Aspen Hopkins
Ph.D. Candidate, Dept. of Electrical Engineering & Computer Science, Massachusetts Institute of Technology
Tuesday, Feb. 25, 2025, 3:00-4:00 PM ET (1:00-2:00 PM MT)
A video of this talk will be made available to NIST staff in the Math channel on NISTube, which is accessible from the NIST internal home page. It will be taken down from NISTube after 12 months at which point it can be requested by emailing the ACMD Seminar Chair.
Abstract: As machine learning (ML) and artificial intelligence (AI) systems grow increasingly complex and ubiquitous, researchers and developers have begun to outsource aspects of their development. Rather than develop fully "in house", deployed AI/ML systems may now be the result of multiple entities contributing data (synthetic, augmented, or real), models, training, evaluations, or other resources or services. These networks of AI components–or AI supply chains–grow increasingly complex, and introduce new considerations for building, deploying, and evaluating AI.
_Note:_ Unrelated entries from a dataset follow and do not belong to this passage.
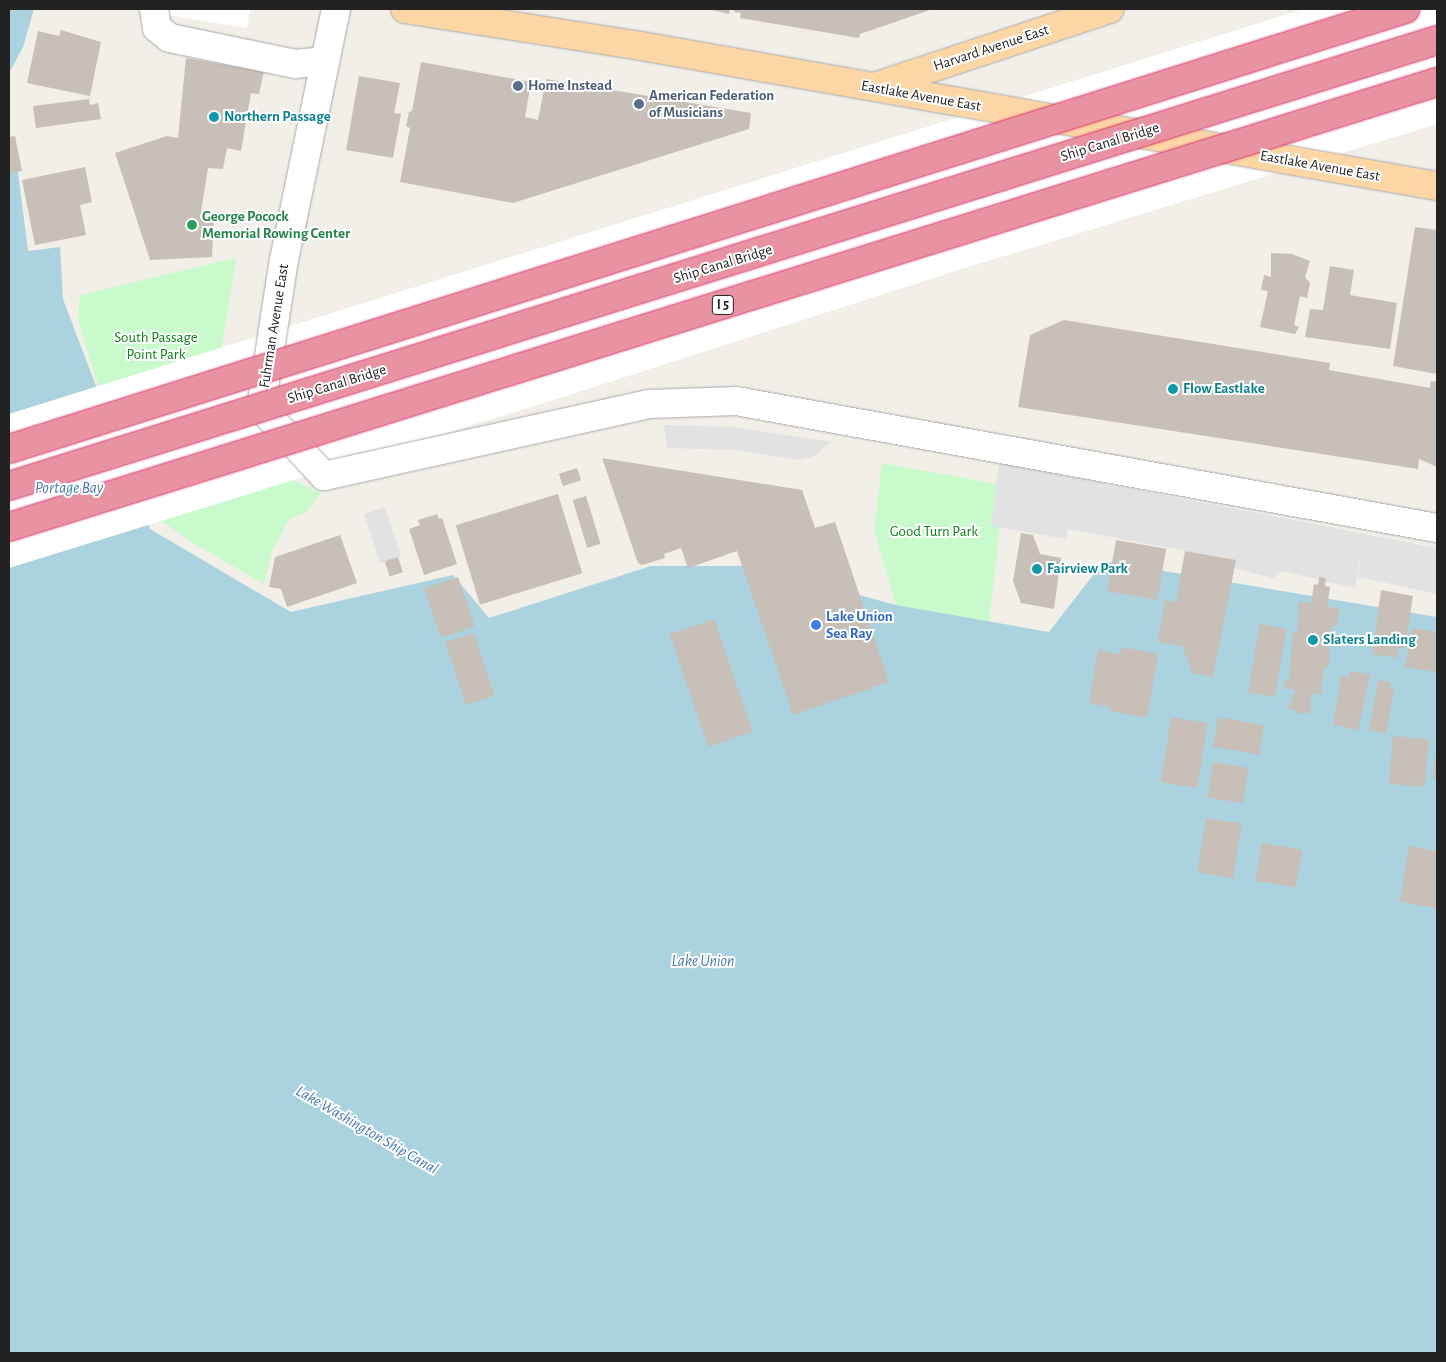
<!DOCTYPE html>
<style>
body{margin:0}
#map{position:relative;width:1446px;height:1362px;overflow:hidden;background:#f2efe9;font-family:"Alegreya Sans",sans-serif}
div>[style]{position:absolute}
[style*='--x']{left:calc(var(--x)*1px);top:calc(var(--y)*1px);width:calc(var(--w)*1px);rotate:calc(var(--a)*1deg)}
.park>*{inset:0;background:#c8facc}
.parking>*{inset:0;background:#e2e2e2;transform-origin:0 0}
.water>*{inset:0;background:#aad3df}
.pier>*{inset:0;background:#fff}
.building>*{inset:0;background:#c7bfb8;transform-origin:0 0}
.roads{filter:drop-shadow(0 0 1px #a9a9a9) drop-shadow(0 0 1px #a9a9a9)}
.minor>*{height:28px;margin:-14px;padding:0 14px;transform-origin:14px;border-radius:14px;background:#fff}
.major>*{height:28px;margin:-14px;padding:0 14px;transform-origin:14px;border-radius:14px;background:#fcd6a4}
.bridges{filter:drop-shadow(0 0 1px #dc2a67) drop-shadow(0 0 1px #dc2a67)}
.highway-bridge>*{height:28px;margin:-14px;padding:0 14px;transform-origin:14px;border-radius:14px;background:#e892a2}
.dots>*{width:14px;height:14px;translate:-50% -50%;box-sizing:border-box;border:2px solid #fff;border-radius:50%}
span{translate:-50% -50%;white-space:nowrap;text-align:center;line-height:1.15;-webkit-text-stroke:4px #fff;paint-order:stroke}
.shield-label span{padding:1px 4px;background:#fff;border:1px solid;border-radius:4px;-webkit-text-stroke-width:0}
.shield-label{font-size:14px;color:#222;font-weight:700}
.street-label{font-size:15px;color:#222}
.service-label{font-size:15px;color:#4e5e75;font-weight:700}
.left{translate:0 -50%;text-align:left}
.culture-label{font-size:15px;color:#0d838f;font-weight:700}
.leisure-label{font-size:15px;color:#27864d;font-weight:700}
.park-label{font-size:15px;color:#0c8416}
.shop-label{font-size:15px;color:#366cbe;font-weight:700}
.water-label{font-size:16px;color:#4a7aab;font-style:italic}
.frame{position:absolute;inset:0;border:10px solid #222;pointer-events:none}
</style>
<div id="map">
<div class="park">
<div style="clip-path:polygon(236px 258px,222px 347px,225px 410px,264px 467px,321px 493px,305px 513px,289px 519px,272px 552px,264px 584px,200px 547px,157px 518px,112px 430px,78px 320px,80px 295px)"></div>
<div style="clip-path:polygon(882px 463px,997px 484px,991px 525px,1000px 527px,989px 622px,896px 605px,874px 530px)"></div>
</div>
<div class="parking">
<div style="clip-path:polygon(664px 425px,733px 427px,831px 442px,814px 456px,800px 460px,734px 450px,667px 448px)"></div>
<div style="clip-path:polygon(999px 463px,1437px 548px,1437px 594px,1358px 577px,1361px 553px,1355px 588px,1281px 571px,1273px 578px,1234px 568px,1235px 560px,1068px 529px,1066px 539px,991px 526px)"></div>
<div style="left:385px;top:507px;width:52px;height:22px;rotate:72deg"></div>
</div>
<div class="water">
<div style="clip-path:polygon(9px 9px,34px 9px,23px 47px,9px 73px)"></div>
<div style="clip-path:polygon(9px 145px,18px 172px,28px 251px,60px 247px,63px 299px,150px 529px,291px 612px,453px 575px,489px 618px,651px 566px,751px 566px,896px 605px,1049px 632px,1104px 561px,1437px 617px,1437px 1353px,9px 1353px)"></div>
</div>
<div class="pier">
<div style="clip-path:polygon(130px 9px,250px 9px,247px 28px)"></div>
<div style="clip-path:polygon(1304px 9px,1437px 9px,1437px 124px,955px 271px,550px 401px,9px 568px,9px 414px)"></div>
</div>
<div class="building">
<div style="clip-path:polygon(707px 9px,730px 9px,729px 14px)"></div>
<div style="clip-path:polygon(735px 9px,933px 9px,860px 34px,859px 38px,740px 18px,741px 13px,734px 12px)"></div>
<div style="clip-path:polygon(61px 30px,101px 42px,90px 96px,27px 83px,38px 31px,59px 36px)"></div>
<div style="clip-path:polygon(186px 58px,264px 71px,259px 94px,251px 93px,241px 151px,227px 148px,223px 169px,208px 168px,200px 218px,214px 219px,212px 257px,150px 260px,115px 153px,167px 136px,178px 138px)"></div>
<div style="clip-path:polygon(421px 62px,531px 82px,525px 117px,538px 120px,546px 79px,751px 113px,749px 129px,513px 203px,400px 182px,410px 128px,406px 126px,409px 112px,412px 111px)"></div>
<div style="clip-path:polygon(359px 76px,400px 83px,394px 113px,401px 114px,393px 158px,346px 150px)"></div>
<div style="clip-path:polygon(89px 99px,90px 105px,98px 103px,101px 119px,36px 128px,33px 106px)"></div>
<div style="clip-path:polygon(15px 136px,22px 171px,9px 173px,9px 137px)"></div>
<div style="clip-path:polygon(85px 167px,92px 202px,80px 205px,86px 235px,35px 245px,22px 180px)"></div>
<div style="clip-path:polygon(1415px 227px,1437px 230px,1437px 374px,1393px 366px)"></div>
<div style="clip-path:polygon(1271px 253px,1292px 254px,1310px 261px,1305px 277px,1310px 283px,1307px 298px,1300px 296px,1294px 325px,1299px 327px,1295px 334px,1260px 327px,1268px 291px,1261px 290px,1264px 275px,1271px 277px)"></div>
<div style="clip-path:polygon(1330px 266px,1354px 270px,1350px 295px,1397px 303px,1390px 349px,1305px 337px,1310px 309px,1323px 310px)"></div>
<div style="clip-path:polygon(1064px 320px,1330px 363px,1329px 370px,1430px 388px,1431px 381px,1437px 382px,1437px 467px,1419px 459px,1418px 469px,1018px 407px,1030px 335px)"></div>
<div style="clip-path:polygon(602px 458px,802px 490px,815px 528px,835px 522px,889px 682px,793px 715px,737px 551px,688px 568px,681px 548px,664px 554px,665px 558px,642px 565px,638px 563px)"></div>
<div style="left:577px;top:468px;width:13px;height:19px;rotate:72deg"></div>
<div style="left:558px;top:494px;width:83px;height:107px;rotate:73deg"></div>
<div style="left:586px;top:496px;width:50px;height:14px;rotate:73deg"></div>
<div style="clip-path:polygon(437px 514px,439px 519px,442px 518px,457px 564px,424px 575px,409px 529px,420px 525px,418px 520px)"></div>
<div style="clip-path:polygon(1021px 533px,1033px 535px,1040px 554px,1061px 558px,1054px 609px,1021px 603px,1013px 581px)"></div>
<div style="clip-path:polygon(340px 535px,357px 583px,287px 607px,281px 589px,269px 587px,275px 557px)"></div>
<div style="left:1116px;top:540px;width:51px;height:52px;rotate:10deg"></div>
<div style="clip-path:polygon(1185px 551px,1236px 560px,1213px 677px,1193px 673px,1182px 646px,1158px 642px,1165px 600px,1176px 602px)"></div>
<div style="left:398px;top:557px;width:16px;height:14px;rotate:72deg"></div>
<div style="left:458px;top:577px;width:52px;height:36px;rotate:71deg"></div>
<div style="clip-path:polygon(1319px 577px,1326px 578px,1325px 586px,1330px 587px,1327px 607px,1339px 608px,1337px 625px,1332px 627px,1333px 646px,1329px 645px,1329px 668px,1323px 667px,1322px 694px,1311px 693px,1311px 713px,1296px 713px,1296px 710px,1288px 708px,1295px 690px,1284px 688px,1285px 680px,1289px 679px,1293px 632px,1297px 633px,1299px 602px,1311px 603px,1314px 584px,1318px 585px)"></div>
<div style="clip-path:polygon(1381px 590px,1413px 596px,1405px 648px,1399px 648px,1397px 658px,1372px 654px)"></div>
<div style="left:714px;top:619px;width:119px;height:47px;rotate:71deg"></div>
<div style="left:1260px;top:624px;width:27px;height:69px;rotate:10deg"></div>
<div style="clip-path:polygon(1412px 628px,1437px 632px,1435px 672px,1405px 667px)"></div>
<div style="left:474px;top:633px;width:66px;height:30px;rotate:72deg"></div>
<div style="clip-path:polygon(1121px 647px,1158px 654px,1147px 718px,1110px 711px,1111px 707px,1089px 703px,1098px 650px,1120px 654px)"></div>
<div style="clip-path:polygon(1350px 671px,1370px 674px,1358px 730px,1334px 725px,1334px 720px,1341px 676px,1349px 678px)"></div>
<div style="clip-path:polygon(1378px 680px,1391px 682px,1390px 689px,1394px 689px,1386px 734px,1369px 730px)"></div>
<div style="left:1171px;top:717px;width:37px;height:66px;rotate:9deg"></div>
<div style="left:1218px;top:717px;width:47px;height:30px;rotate:10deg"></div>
<div style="left:1393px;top:736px;width:36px;height:48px;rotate:5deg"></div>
<div style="clip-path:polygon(1435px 758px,1437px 758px,1437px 779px,1432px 778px)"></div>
<div style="left:1213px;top:762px;width:36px;height:36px;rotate:9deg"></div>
<div style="left:1206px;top:818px;width:36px;height:55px;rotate:9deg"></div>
<div style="left:1262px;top:843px;width:41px;height:38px;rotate:10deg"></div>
<div style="clip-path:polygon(1409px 846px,1437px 851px,1437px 908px,1400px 902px)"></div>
</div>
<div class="roads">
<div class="minor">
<div style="--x:154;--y:9;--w:19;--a:81"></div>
<div style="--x:157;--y:28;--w:16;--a:38"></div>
<div style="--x:170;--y:38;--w:128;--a:11.7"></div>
<div style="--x:295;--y:64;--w:28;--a:-6"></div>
<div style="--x:336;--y:9;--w:255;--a:101.7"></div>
<div style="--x:284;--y:259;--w:151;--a:98.8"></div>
<div style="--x:261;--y:408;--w:93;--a:47.2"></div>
<div style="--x:324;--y:476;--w:334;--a:-12.5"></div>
<div style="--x:650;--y:404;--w:86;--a:-2"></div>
<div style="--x:736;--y:401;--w:712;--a:10.27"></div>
</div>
<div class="major">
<div style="--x:405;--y:9;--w:239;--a:8.9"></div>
<div style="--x:641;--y:46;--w:808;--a:9.98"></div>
<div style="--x:877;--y:86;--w:245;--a:-18.3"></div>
</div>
</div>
<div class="bridges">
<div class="highway-bridge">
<div style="--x:9;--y:449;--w:1464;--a:-17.49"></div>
<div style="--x:9;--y:486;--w:1496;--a:-17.34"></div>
<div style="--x:9;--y:527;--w:1496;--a:-17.31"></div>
</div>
</div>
<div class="dots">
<div style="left:518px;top:86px;background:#5c6f8a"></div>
<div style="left:639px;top:104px;background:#5c6f8a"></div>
<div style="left:214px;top:117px;background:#0f9aa8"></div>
<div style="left:192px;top:225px;background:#2e9e5b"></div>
<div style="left:1173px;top:389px;background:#0f9aa8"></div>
<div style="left:1037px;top:569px;background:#0f9aa8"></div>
<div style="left:816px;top:625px;background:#3f7fe0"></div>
<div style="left:1313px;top:640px;background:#0f9aa8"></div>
</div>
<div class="shield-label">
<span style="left:723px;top:305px">I 5</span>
</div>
<div class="street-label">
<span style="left:991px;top:48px;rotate:-18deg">Harvard Avenue East</span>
<span style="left:921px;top:96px;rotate:10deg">Eastlake Avenue East</span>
<span style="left:1110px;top:142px;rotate:-17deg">Ship Canal Bridge</span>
<span style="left:1320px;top:166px;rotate:10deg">Eastlake Avenue East</span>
<span style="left:723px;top:264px;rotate:-17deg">Ship Canal Bridge</span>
<span style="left:274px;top:326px;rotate:-81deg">Fuhrman Avenue East</span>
<span style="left:337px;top:384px;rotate:-17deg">Ship Canal Bridge</span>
</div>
<div class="service-label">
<span class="left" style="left:528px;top:86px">Home Instead</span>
<span class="left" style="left:649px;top:104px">American Federation<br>of Musicians</span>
</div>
<div class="culture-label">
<span class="left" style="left:224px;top:117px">Northern Passage</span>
<span class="left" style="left:1183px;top:389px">Flow Eastlake</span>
<span class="left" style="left:1047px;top:569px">Fairview Park</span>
<span class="left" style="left:1323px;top:640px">Slaters Landing</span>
</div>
<div class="leisure-label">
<span class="left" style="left:202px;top:225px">George Pocock<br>Memorial Rowing Center</span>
</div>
<div class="park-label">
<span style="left:156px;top:346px">South Passage<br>Point Park</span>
<span style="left:934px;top:532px">Good Turn Park</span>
</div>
<div class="shop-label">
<span class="left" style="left:826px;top:625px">Lake Union<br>Sea Ray</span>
</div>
<div class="water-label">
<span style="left:69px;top:488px">Portage Bay</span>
<span style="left:703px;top:961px">Lake Union</span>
<span style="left:367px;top:1130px;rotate:30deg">Lake Washington Ship Canal</span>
</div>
<div class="frame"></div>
</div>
In this talk, we will introduce a model of these "AI supply chains" as a directed graph. Grounded in this model, we illustrate how AI supply chains complicate the achievability of key machine learning objectives through two case studies on explainability and fairness. Specifically, we will show theoretical and empirical evidence that error in local linear explanations increases with an AI supply chain’s width and depth, and how fairness (e.g., conditional independence) applied to upstream models limits the expressiveness of downstream fine-tuned models. We will discuss how specific characteristics of AI supply chains result in these outcomes, and outline on-going work exploring the implications of data deletions and hidden data interactions across these networks.
Bio: Aspen K. Hopkins is a Ph.D. candidate advised by Aleksander Madry in MIT’s EECS program. Her research focuses on fundamental aspects of model development, with particular emphasis on AI supply chains—the increasingly fragmented and outsourced networks through which many modern AI systems are developed. Unlike traditional, siloed ML pipelines, AI supply chains involve multiple participants contributing models, data, and computing resources, introducing interdependencies, feedback loops, and additional complexity to modeling efforts. Beyond AI supply chains, Aspen is interested in mechanistic interpretability and the intersection of human-computer interaction (HCI) and ML. Aspen’s research is funded in part by a Siebel Scholarship and MIT Schwarzman College of Computing’s Social and Ethical Responsibilities of Computing award. She has previously worked at Apple, NASA JPL, and in venture/startups.
Host: Allison Carson
Note: This talk will be recorded to provide access to NIST staff and associates who could not be present to the time of the seminar. The recording will be made available in the Math channel on NISTube, which is accessible only on the NIST internal network. This recording could be released to the public through a Freedom of Information Act (FOIA) request. Do not discuss or visually present any sensitive (CUI/PII/BII) material. Ensure that no inappropriate material or any minors are contained within the background of any recording. (To facilitate this, we request that cameras of attendees are muted except when asking questions.)